What would make you think a place was happy? How friendly people are, how pretty a place is? A year long study into London has observed different factors in the capital and defined the places that are happiest. If someone smiles at you, does that make a place happy? How about if they barge past you on the pavement?
Fulham and Parsons Green came out on top. Crystal Palace, Dulwich Village, Barnes and Upper Norwood were also judged to be happy. Tooting, which is nearby, was counted as one of the most miserable, along with Gray’s Inn, Bloomsbury. Mile End, Whitechapel, Walworth and Elephant and Castle. Using a map like a weather forecast, the researchers plotted the happiness of different areas across London.
The researchers took numerous different factors into consideration, from body language, everyday acts of aggression on the street, facial expressions, laughter and bad driving. They calculated the scores of so called “micro-interactions” between strangers.
The study was designed to map well-being and revealed that the way we live can have a major impact on our lives. London is often seen as a vast sprawling mini city but in truth its neighbourhoods can be very different.
The science behind happy cities is one that is becoming increasingly important to planners and city leaders. In Bogota there is a Mayor of Happiness. There researchers have been keen to point out urban design as a major factor in defining how happy a city is. Social capital, defined as the social interactions and networks that keep people going, are seen as vitally important in terms of ensuring people are happy in a city. People who are connected are widely believed to be happier; they sleep better, describe themselves as happy and often live longer.
By contrast, a Swedish study found that people who have a 45 minute commute are much more likely to divorce. People living in what’s called “monofunctional” or suburban car dependent neighbourhoods are less trusting than those who walk everywhere. Neighbourhoods should be mixed with plenty of places to shop, use services, work and interact.
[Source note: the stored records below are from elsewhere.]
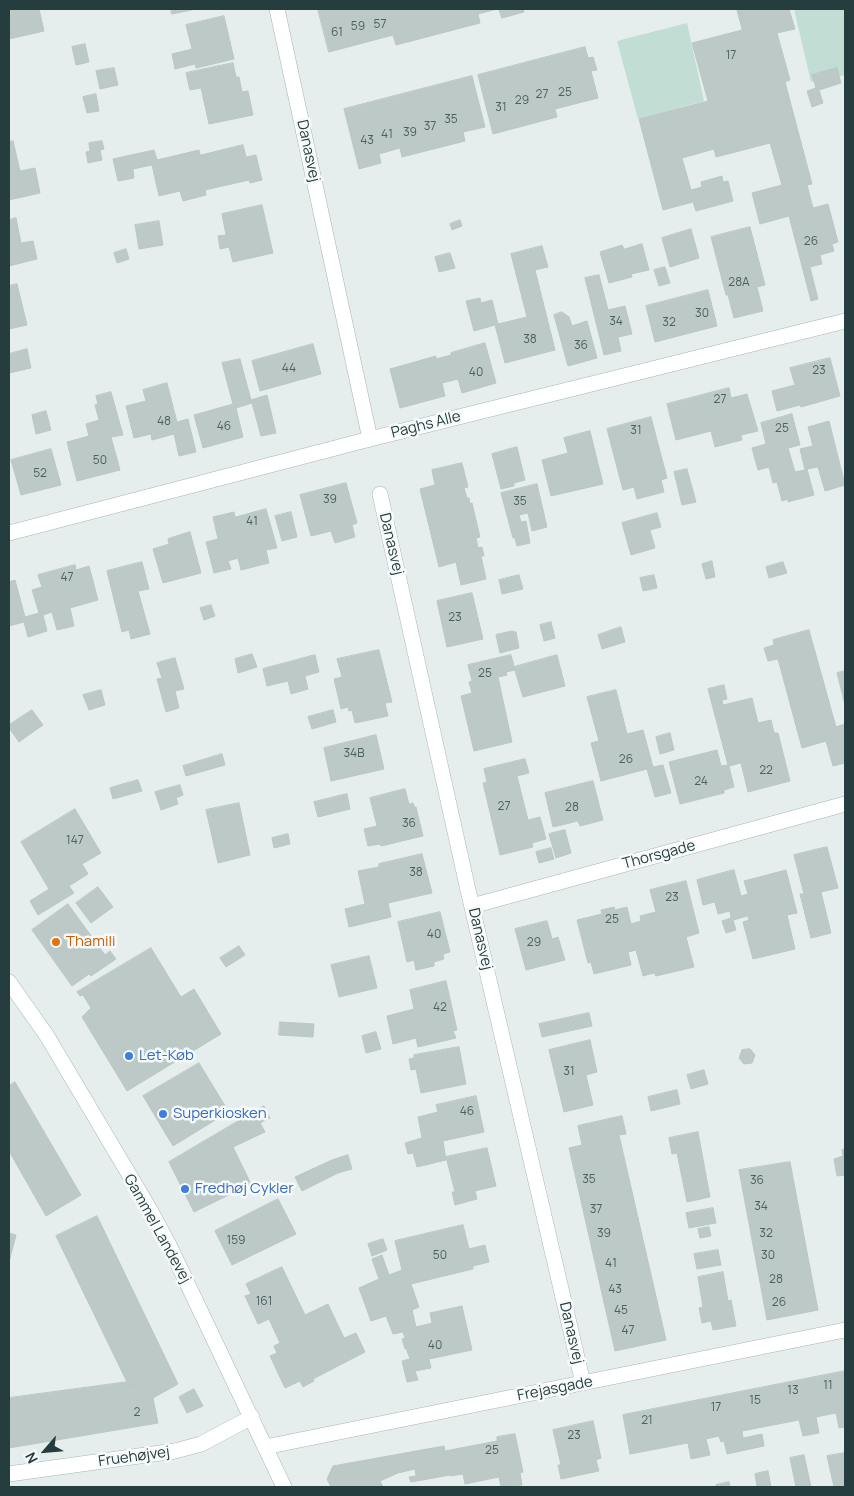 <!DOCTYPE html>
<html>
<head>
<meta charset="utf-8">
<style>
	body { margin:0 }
	#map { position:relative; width:854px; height:1496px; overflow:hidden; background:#e6eeed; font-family:Manrope,sans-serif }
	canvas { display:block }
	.frame { position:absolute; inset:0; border:10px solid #263d3f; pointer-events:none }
	.north { position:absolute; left:20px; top:1426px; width:50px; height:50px; -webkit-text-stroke:4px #f7fafa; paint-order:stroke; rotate:243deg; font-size:14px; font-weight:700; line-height:20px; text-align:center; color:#263d3f }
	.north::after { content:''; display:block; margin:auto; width:18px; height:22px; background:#263d3f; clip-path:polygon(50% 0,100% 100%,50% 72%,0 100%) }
</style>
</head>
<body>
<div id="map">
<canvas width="854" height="1496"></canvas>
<div class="frame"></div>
<div class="north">N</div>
</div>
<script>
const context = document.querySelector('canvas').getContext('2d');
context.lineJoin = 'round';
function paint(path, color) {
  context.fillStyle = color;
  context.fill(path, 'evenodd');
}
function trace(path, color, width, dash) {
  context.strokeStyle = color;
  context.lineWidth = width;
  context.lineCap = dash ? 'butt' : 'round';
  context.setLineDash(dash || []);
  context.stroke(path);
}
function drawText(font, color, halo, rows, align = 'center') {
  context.font = font + ' Manrope,sans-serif';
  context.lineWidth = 5;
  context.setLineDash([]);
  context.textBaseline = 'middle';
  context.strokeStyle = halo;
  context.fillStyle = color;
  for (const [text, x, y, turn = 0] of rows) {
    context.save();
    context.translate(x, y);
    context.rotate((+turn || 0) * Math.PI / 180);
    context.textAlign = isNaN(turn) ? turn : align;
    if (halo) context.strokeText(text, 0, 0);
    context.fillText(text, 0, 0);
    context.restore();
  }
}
paint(new Path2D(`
	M794 9H845V75L811 82Z
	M687 23 704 101 638 119 617 41Z`), '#c2ddd3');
const building = new Path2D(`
	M9 9H39L44 31 9 39Z
	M171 9H196L172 14Z
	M318 9H497L478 14 480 23 396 45 393 35 329 52Z
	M499 9H523L524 12 502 18Z
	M737 9H789L795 29 777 33 790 80 785 82 812 184 807 185 813 208 828 204 838 242 832 244 834 251 820 255 822 264 810 267 818 299 811 301 789 216 760 224 752 193 782 185 770 143 716 157 714 149 682 158 691 190 702 187 701 182 722 176 723 182 728 181 733 201 696 211 693 202 663 210 639 119 708 101 692 43 742 30Z
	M224 16 234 59 196 68 195 64 175 69 172 54 192 49 186 25Z
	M85 44 89 62 76 65 72 47Z
	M585 47 588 58 593 57 597 70 591 71 598 98 555 109 557 117 493 134 478 75Z
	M233 63 236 77H239L242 92 248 91 253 115 209 124 201 88 190 90 186 73Z
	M114 68 118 85 100 89 96 71Z
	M837 68 841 83 819 90 823 103 812 107 807 91 816 88 812 75Z
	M472 76 485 127 463 132 465 141 402 157 400 148 379 154 381 163 359 169 344 109Z
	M96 94 99 111 87 113 83 97Z
	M13 141 20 171 35 168 40 193 9 200V142Z
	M102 141 104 149 100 150 102 160 88 163 86 152 90 151 89 143Z
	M243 145 246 157 256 155 262 180 250 183 249 180 205 190 206 195 183 201 180 191 159 196 152 165 133 169 134 178 118 181 113 159 154 150 157 160 199 150 200 155Z
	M262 205 273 253 233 262 229 247 220 249 218 236 226 235 222 214Z
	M16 218 21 243 33 241 37 259 9 266V220Z
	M460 220 462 226 452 230 450 224Z
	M159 221 163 245 139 249 135 225Z
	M750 227 765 285 757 287 763 311 734 318 728 295H726L711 237Z
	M691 229 699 258 670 267 662 238Z
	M642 244 649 270 631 274 632 277 609 283 600 252 622 245 624 249Z
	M542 246 548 267 535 270 555 350 505 363 495 325 474 331 466 301 480 298 481 303 492 300 498 324 527 317 511 254Z
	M126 249 129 259 117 263 114 253Z
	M450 253 455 268 439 272 435 257Z
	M665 267 670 283 659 286 654 270Z
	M599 275 608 310 625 306 632 334 618 337 621 351 604 355 585 278Z
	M17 284 27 325 9 329V286Z
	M708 290 717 326 655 342 646 306Z
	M562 312 569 317 572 326 587 321 597 358 568 366 554 315Z
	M485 343 496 383 462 393 458 379 442 383 445 396 400 408 390 369 436 356V359L451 355V353Z
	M313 344 321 374 260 391 252 361Z
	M27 349 31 368 9 373V354Z
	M830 358 840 396 801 407 800 405 777 411 772 391 795 385 790 368Z
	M240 359 251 400 267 395 276 433 261 436 252 403 236 408 243 437 203 448 194 415 233 404 222 363Z
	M167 383 177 422 188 419 196 452 179 456 174 434 152 440 151 434 134 438 126 406 146 401 143 390Z
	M729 388 731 398 747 394 758 431 741 435 742 440 715 447 711 431 676 440 667 404Z
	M111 392 123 435 111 437 120 470 77 481 67 442 89 436 86 424 99 420 95 405 98 404 96 396Z
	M46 411 51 430 36 434 32 415Z
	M792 414 800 445 788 448 795 472 805 470 800 449 813 446 808 427 829 421 845 485 825 491 818 467 807 469 814 495 788 502V499L782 501 777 482 773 483 769 467 758 470 752 448 766 444 761 423Z
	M651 417 667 478 661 480 664 492 637 499 634 487 623 490 607 429Z
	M590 431 603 484 551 496 542 460 568 453 564 438Z
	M517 447 525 480 514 483V486L501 489 492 454Z
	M51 449 61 485 21 495 11 460Z
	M462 463 468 487 464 488 467 498H469L470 504 472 503 480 537 476 538 478 548 482 547 484 556H481L486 579 461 585 456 562 439 567 420 489 435 485 432 470Z
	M687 469 696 502 682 505 674 472Z
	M346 483 357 523 352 525 355 537 335 543 331 531 311 536 300 495Z
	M537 484 547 527 532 531 528 513 519 515 521 522 526 521 530 543 517 546 515 538H513L501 493Z
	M266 509 277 548 266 550 269 563 241 570 238 558 228 561 231 569 214 573 206 542 218 539 213 517 234 512 235 517Z
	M291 512 297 537 282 541 275 516Z
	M657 513 661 527 650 530 655 548 631 555 622 523Z
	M190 532 201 573 163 583 153 549 169 544 168 539Z
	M712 561 715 577 706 579 702 564Z
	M142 562 149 589 138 591 150 634 131 639 129 630 122 632 107 571Z
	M783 562 787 573 769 578 766 567Z
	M75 565 76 570 89 566 98 600 70 608 74 626 57 630 52 612 43 615 47 631 28 637 24 622 9 626V582L15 580 25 617 39 613 32 590 42 587 38 575Z
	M519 575 523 589 502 594 499 580Z
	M654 575 657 588 643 591 640 578Z
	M472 593 483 639 447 647 437 601Z
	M211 605 215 616 204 620 200 608Z
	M551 622 555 638 544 641 540 625Z
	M621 627 625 642 602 649 598 635Z
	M809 630 836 727 845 724V763L833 766 826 741 802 748 778 659 768 661 764 648 774 645 773 640Z
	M512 631 516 632 519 648 500 653 496 635Z
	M379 650 392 702 385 703 388 716 355 723 352 710 349 711 348 707 341 709 334 679 342 677 337 659Z
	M252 654 257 667 238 673 235 659Z
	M315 655 319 672 305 676 308 689 291 694 288 681 267 686 263 669Z
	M511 655 515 670 506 672 507 675 498 677 512 742 474 751 461 696 472 693 469 682 472 681 468 665Z
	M557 655 565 686 523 697 514 667Z
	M175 658 184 689 175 691 179 708 166 712 157 679 162 678 157 663Z
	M845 671V705L837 673Z
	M724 685 727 699 722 700 723 705 752 698 758 723 771 720 774 733H778L790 781 748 792 741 763 729 766 734 787 724 790V793L680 804 669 762 717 750 721 766 728 765 708 689Z
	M101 690 105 705 89 710 83 695Z
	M616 690 627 734 643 730 653 767 663 765 671 793 655 797 647 769 601 781 591 743 599 741 587 697Z
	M32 710 43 725 19 742 9 728V725Z
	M333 710 336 722 312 729 308 717Z
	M670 733 674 750 660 754 656 737Z
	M376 735 384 769 331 781 324 748Z
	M222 754 225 765 186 776 183 766Z
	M525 759 529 773 517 776 528 820 540 817 546 839 532 843 533 847 500 855 483 783 487 782 484 769Z
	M138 780 142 791 113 799 110 788Z
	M593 781 603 820 580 826 578 821 553 827 545 793Z
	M180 785 183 795 176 798 178 804 161 810 155 792Z
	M405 789 409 804 413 803 415 808 416 807 423 836 381 846 380 844 368 846 364 829 377 826 370 798Z
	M347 794 350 809 318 817 314 802Z
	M239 803 250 855 218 863 206 810Z
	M75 809 101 853 82 864 88 874 69 886 74 893 38 915 30 901 49 889 21 842Z
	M565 830 571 853 556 858 549 834Z
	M288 834 290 844 274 848 272 838Z
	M827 847 838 888 821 892 831 933 811 938 800 894H804L794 855Z
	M551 848 554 859 539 863 536 852Z
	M422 854 432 893 388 903 391 917 349 927 345 909 365 904 358 871 379 867V864Z
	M734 870 741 896 748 894 744 881 786 870 797 913 787 915 795 949 753 959 743 922 749 920 748 916 733 920 736 930 726 933 722 921 731 918 730 911 718 914 715 902 703 905 697 880Z
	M686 881 699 933 686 937 694 967 656 976 654 973 643 976 636 950 628 952 631 965 594 974 591 962 588 963 577 920 602 914 601 910 614 907 615 910 627 907 631 924 641 921 640 916 656 912 650 890Z
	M98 887 113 907 91 923 76 903Z
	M68 904 105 955 110 951 116 959 91 976 89 974 72 986 32 930Z
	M440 912 450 952 443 954 444 959 434 962V966L416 970 414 960 407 962 398 922Z
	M547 921 552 939 558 937 565 960 526 970 515 929Z
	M239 946 245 955 226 967 220 958Z
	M151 948 181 997 194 989 221 1034 127 1091 82 1017 91 1008 83 995 80 996 77 992Z
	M369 956 377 988 339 997 331 965Z
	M446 981 457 1030 453 1031 456 1038 418 1047 416 1038 393 1044 387 1016 414 1009 410 990Z
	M589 1013 592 1026 542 1037 539 1024Z
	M280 1022 314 1024 313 1037 279 1035Z
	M376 1032 381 1049 366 1053 362 1036Z
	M590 1040 597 1072 586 1075 593 1105 564 1112 549 1050Z
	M459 1047 466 1084 421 1093 416 1069 411 1070 409 1059 414 1058V1055Z
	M750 1049 755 1055 752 1063 744 1064 739 1058 742 1050Z
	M199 1063 227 1109 219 1115 213 1105 209 1107 217 1119 173 1146 143 1096Z
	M704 1070 708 1084 691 1089 687 1075Z
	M15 1082 81 1195 46 1216 9 1151V1086Z
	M677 1090 680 1104 651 1111 648 1097Z
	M476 1096 484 1132 443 1141 446 1160 417 1167 413 1153 408 1154 405 1143 422 1138 418 1117 438 1112 436 1105Z
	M264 1106 270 1118 260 1123 265 1132 233 1147 251 1184 194 1212 169 1162Z
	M622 1116 626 1134 619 1135 666 1340 615 1351 569 1148 582 1145 578 1126Z
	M698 1132 710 1197 687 1202 677 1153 672 1154 669 1138Z
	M487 1148 496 1186 475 1191 477 1199 455 1205 452 1192H455L446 1157Z
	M845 1149V1175L837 1176 834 1159 843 1156 842 1150Z
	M348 1155 352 1169 338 1173 302 1191 295 1177 332 1160Z
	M790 1162 818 1310 767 1320 739 1170Z
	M278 1199 296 1234 232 1265 215 1231Z
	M713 1208 716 1223 689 1228 686 1213Z
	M97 1216 178 1384 153 1398 127 1382 56 1236Z
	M463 1225 469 1249 485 1245 489 1262 473 1266V1269L411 1284 419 1307 412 1310 416 1327 432 1323 430 1313 462 1306 472 1350 429 1359 431 1368 415 1371 418 1380 407 1382 402 1361 410 1359 406 1348 405 1349 402 1339 405 1338 403 1332 393 1334 386 1316 371 1321 359 1288 379 1279 372 1259 382 1255 389 1275 402 1270 395 1241Z
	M709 1227 711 1236 700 1238 698 1229Z
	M9 1233 16 1235 9 1262Z
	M383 1239 387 1250 372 1256 368 1244Z
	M718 1250 721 1265 697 1269 694 1254Z
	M282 1267 305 1315 328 1304 344 1338 356 1333 365 1352 313 1379 314 1381 303 1387 300 1381 285 1388 270 1356 277 1353 274 1346 280 1343 269 1319 258 1324 245 1296 251 1294 246 1284Z
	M723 1272 728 1301 731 1300 736 1326 713 1330 711 1321 702 1323 699 1308 703 1307 698 1277Z
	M845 1371V1427L839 1428 836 1413 816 1417 819 1433 803 1436 799 1420 742 1431 743 1438 762 1434 764 1446 727 1454 724 1441 721 1442 719 1436 706 1439 710 1455 691 1459 688 1443 630 1454 623 1415Z
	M127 1382 153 1398 158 1423 9 1448V1398Z
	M194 1389 203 1406 187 1413 179 1397Z
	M593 1421 601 1458 596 1460 599 1471 561 1479 558 1465H561L553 1430Z
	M515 1434 523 1472 520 1473 522 1485 501 1487 499 1477 465 1484 463 1474 450 1476V1475L411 1482 409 1477 416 1476 415 1469 398 1473 380 1481 383 1487H331L327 1479 333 1466 444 1446 445 1451 497 1441V1437Z
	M845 1453V1485L834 1487 827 1456Z
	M804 1455 811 1487H796L790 1458Z
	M768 1471 771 1487H757L755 1474Z
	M729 1482 730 1487H716V1485Z`);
paint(building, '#bcc9c7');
trace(building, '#b9c7c6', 1);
const street = new Path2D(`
	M277 9 370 439
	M380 494 468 890 583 1383
	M9 533 370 439 845 321
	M472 906 845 804
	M265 1447 845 1330
	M9 1474 175 1451 201 1444 252 1417`);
const secondary = new Path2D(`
	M9 982 47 1036 149 1208 169 1245 284 1487`);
trace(street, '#a9b5b5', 16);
trace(secondary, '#a3b6b6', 16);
trace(street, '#fff', 15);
trace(secondary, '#fff', 15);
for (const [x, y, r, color] of [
	[56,942,5,"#e8710a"],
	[129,1056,5,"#3f7fe0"],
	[163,1114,5,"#3f7fe0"],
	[185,1189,5,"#3f7fe0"]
]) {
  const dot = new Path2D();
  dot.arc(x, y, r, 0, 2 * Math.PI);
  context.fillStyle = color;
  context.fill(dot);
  trace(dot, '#f7fafa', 2);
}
drawText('12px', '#4c6061', null, [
	["57",380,25],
	["59",358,27],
	["61",337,33],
	["17",731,56],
	["25",565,93],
	["27",542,95],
	["29",522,101],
	["31",501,108],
	["35",451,120],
	["37",430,127],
	["39",410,133],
	["41",387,135],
	["43",367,141],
	["26",811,242],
	["28A",739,283],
	["30",702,314],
	["34",616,322],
	["32",669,323],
	["38",530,340],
	["36",581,346],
	["44",289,369],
	["23",819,371],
	["40",476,373],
	["27",720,400],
	["48",164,422],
	["46",224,427],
	["25",782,429],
	["31",636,431],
	["50",100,461],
	["52",40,474],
	["39",330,500],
	["35",520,502],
	["41",252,522],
	["47",67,578],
	["23",455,618],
	["25",485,674],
	["34B",354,754],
	["26",626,760],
	["22",766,771],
	["24",701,782],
	["27",504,807],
	["28",572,808],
	["36",409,824],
	["147",75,841],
	["38",416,873],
	["23",672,898],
	["25",612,920],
	["40",434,935],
	["29",534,943],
	["42",440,1008],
	["31",569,1072],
	["46",467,1112],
	["35",589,1180],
	["36",757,1181],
	["34",761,1207],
	["37",596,1210],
	["39",604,1234],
	["32",766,1234],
	["159",236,1241],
	["50",440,1256],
	["30",768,1256],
	["41",611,1264],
	["28",776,1280],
	["43",615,1290],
	["161",264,1302],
	["26",779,1303],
	["45",621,1311],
	["47",628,1331],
	["40",435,1346],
	["11",828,1386],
	["13",793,1391],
	["15",755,1401],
	["17",716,1408],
	["2",137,1413],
	["21",647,1421],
	["23",574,1436],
	["25",492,1451]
]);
drawText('15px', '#263d3f', '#f7fafa', [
	["Danasvej",308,151,78],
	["Paghs Alle",426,425,-14],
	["Danasvej",391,544,77],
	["Thorsgade",659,855,-15],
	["Danasvej",480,939,77],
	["Gammel Landevej",157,1229,61],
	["Danasvej",571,1333,77],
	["Frejasgade",555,1389,-11],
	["Fruehøjvej",134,1457,-8]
]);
drawText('15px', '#c56008', '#f7fafa', [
	["Thamili",66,942]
], 'left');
drawText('15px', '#366cbe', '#f7fafa', [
	["Let-Køb",139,1056],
	["Superkiosken",173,1114],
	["Fredhøj Cykler",195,1189]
], 'left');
</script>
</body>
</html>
London is a large city with a vast sprawling metropolis. The study showed that London has various small neighbourhoods where people are found to be happy. Clarendon sees relocatees and business workers coming to the capital to stay for extended periods of time in a serviced apartment. The happiness of an area will affect their visit and it makes sense to be able to promote a neighbourhood as being happy. However it would also make sense to discover why a place is happy and measure those factors so that the warm glow can spread across the whole of London, not just in pockets.